REQUIRED WORK>
Pull every line holding the string "grid" from the records below.

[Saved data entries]

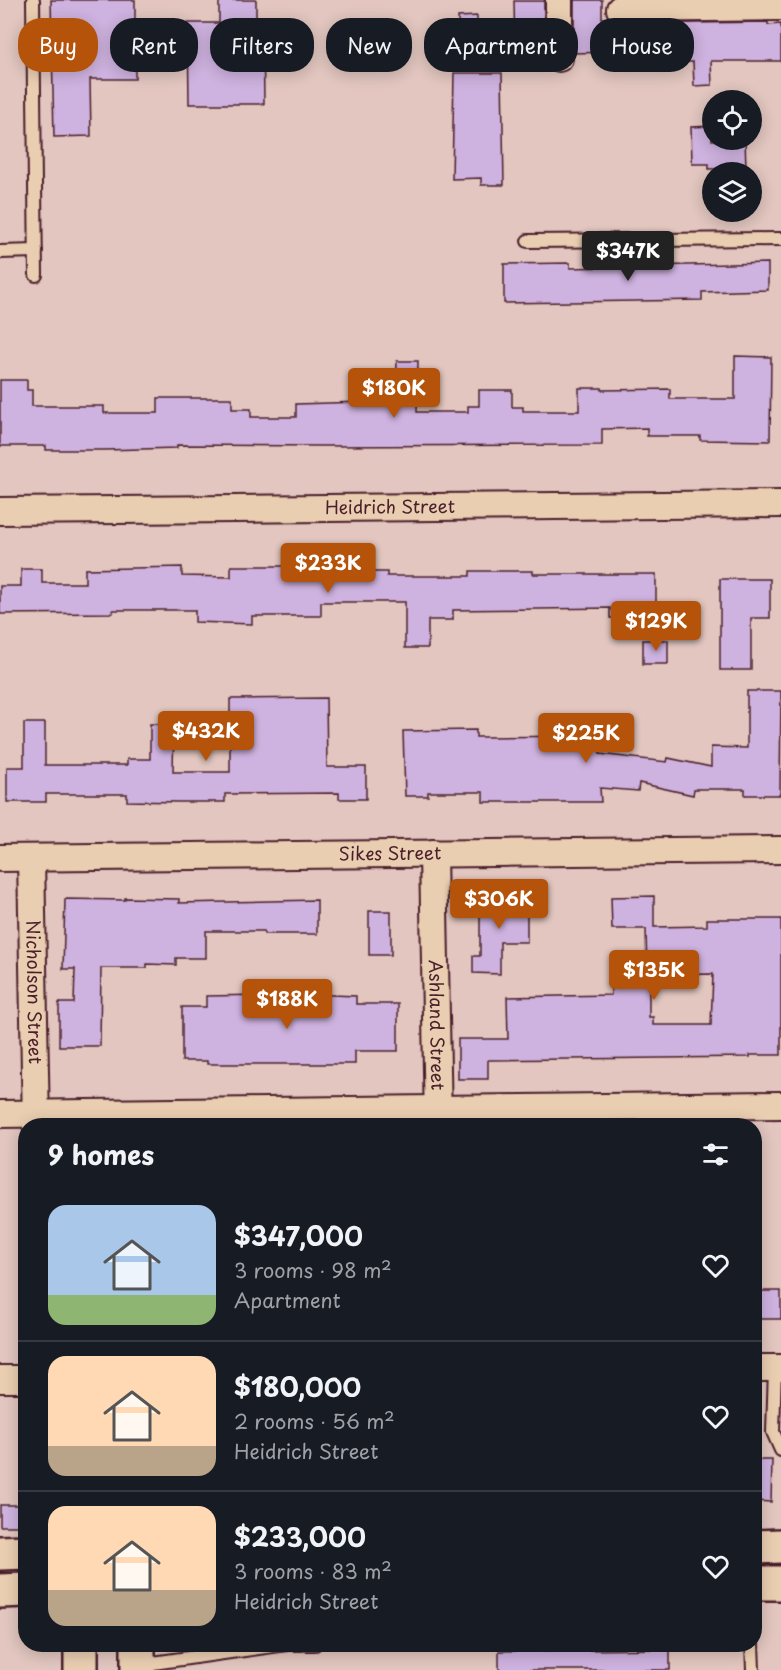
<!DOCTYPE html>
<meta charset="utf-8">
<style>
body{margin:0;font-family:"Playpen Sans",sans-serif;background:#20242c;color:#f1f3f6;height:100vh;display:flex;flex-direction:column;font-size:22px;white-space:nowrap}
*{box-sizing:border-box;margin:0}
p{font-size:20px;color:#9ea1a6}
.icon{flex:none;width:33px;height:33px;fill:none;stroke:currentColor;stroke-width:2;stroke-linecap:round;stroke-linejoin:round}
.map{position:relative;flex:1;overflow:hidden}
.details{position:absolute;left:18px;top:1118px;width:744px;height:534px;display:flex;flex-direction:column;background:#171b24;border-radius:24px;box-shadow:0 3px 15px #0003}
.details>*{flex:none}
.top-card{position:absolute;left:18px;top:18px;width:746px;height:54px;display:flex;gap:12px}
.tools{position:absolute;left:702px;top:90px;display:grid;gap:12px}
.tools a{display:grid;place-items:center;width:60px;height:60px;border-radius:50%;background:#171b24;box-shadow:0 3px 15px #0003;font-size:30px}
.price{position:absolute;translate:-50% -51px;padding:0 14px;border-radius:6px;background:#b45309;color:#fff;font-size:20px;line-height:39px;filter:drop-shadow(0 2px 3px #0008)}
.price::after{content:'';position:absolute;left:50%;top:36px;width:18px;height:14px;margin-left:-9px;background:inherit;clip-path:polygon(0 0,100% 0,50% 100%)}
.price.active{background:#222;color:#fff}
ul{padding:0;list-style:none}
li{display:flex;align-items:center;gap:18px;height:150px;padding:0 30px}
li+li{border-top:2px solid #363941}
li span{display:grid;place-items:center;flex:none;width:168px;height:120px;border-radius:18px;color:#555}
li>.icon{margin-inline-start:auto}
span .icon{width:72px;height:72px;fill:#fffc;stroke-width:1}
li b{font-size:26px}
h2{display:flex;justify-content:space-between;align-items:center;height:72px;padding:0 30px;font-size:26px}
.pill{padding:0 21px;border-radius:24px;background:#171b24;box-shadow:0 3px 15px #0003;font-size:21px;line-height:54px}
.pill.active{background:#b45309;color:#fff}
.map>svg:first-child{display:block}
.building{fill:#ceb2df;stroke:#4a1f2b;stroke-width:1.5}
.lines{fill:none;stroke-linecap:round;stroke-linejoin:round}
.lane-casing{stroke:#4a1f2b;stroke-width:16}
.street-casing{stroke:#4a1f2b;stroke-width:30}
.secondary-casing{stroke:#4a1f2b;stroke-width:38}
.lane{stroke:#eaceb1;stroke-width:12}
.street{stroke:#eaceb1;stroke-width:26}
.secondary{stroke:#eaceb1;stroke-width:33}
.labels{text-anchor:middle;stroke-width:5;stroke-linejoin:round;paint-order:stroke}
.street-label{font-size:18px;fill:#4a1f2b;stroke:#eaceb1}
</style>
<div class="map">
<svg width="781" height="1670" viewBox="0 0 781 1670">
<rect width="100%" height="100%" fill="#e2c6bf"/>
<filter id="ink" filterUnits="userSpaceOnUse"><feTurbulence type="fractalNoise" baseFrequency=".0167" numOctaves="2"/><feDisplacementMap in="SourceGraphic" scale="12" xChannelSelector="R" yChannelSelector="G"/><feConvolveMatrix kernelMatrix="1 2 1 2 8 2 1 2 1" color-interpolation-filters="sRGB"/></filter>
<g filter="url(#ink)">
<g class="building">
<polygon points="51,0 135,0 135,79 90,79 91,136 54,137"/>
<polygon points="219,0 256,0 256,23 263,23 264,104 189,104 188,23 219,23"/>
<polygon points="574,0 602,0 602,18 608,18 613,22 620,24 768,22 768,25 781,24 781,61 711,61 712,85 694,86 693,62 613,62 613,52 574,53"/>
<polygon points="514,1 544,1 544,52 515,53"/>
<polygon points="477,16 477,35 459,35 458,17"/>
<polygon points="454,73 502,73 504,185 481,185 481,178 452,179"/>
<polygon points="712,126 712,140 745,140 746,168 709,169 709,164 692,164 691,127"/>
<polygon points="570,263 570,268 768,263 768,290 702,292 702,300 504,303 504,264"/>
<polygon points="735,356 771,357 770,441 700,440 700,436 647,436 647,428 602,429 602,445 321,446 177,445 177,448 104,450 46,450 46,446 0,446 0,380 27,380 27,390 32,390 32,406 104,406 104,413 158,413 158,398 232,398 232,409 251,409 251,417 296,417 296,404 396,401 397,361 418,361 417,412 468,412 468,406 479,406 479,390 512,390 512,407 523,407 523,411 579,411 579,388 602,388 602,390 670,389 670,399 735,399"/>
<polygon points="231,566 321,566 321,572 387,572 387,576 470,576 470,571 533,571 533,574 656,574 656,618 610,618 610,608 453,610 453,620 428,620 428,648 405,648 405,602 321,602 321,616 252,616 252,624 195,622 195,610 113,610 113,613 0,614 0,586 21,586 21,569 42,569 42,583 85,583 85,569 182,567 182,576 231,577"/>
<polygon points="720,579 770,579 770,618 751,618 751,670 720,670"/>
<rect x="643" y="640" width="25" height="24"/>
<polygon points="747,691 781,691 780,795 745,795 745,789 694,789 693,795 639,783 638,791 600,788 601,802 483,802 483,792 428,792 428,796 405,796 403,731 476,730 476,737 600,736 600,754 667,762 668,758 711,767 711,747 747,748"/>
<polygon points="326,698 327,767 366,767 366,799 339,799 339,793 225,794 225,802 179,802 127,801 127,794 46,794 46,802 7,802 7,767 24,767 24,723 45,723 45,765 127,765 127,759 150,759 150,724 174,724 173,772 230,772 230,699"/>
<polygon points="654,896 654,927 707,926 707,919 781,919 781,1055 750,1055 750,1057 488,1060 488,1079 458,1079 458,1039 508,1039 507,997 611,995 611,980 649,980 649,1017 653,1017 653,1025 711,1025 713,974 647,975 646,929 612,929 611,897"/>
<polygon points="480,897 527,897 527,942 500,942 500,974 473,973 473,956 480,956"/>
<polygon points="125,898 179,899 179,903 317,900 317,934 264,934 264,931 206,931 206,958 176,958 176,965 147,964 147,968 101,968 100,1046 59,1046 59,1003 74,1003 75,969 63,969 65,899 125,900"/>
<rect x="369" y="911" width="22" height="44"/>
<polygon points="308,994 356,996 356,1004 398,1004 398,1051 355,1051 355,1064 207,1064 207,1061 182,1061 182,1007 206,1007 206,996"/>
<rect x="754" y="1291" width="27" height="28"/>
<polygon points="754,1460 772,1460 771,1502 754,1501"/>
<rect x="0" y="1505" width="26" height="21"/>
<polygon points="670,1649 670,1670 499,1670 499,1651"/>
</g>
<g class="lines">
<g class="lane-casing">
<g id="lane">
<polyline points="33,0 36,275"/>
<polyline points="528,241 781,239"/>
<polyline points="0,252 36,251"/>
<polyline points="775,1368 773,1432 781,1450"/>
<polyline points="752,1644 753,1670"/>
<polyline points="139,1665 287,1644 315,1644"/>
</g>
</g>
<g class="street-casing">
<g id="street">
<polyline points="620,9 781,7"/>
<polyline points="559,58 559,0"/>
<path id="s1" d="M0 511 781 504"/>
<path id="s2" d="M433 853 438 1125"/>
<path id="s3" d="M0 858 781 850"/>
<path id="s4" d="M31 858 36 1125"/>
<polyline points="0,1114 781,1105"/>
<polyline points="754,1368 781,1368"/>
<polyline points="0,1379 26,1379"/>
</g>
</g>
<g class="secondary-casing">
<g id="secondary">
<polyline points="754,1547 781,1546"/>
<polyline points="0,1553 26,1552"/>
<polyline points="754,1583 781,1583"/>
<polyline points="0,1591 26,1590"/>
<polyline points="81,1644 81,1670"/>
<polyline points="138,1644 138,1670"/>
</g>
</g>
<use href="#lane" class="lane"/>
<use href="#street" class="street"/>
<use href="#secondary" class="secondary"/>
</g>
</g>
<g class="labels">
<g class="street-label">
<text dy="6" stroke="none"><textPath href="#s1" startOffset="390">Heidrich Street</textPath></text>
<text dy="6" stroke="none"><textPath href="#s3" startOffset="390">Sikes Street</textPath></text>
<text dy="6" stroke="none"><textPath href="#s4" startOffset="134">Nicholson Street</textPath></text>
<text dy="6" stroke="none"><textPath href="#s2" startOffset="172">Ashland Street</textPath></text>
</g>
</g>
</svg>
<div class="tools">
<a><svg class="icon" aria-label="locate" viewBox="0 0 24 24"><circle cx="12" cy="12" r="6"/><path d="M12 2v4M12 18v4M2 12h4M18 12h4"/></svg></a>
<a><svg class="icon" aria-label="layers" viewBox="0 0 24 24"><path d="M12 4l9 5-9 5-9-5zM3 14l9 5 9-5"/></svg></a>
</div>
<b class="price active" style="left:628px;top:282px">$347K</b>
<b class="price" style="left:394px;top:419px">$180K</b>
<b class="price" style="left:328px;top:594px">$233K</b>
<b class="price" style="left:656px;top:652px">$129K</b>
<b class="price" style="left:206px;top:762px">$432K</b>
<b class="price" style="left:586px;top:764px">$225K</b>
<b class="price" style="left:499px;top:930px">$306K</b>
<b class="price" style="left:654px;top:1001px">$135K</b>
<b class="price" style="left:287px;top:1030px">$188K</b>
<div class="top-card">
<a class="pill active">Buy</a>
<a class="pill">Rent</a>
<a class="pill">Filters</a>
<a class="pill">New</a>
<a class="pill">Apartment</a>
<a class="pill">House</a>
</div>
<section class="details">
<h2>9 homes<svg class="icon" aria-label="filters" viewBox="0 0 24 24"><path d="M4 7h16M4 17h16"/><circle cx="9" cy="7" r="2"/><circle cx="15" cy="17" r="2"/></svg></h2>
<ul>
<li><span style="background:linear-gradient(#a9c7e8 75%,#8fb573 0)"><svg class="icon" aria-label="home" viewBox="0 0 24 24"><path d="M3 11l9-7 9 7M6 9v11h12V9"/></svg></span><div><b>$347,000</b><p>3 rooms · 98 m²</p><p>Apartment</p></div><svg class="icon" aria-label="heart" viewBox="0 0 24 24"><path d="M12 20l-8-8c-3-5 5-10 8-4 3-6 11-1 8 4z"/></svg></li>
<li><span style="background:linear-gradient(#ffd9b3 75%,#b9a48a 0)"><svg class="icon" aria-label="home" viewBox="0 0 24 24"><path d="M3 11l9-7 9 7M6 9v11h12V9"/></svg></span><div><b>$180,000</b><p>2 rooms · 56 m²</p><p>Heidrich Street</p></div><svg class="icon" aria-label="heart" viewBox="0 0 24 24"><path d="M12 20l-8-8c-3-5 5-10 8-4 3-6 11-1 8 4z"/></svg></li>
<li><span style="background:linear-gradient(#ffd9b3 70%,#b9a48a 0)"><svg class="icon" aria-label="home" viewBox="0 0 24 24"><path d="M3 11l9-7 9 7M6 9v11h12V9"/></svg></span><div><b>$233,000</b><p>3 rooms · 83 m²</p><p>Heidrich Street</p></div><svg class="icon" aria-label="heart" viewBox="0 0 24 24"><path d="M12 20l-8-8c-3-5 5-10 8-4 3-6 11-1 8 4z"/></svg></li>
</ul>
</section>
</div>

OUTPUT FOR THIS EXERCISE>
.tools{position:absolute;left:702px;top:90px;display:grid;gap:12px}
.tools a{display:grid;place-items:center;width:60px;height:60px;border-radius:50%;background:#171b24;box-shadow:0 3px 15px #0003;font-size:30px}
li span{display:grid;place-items:center;flex:none;width:168px;height:120px;border-radius:18px;color:#555}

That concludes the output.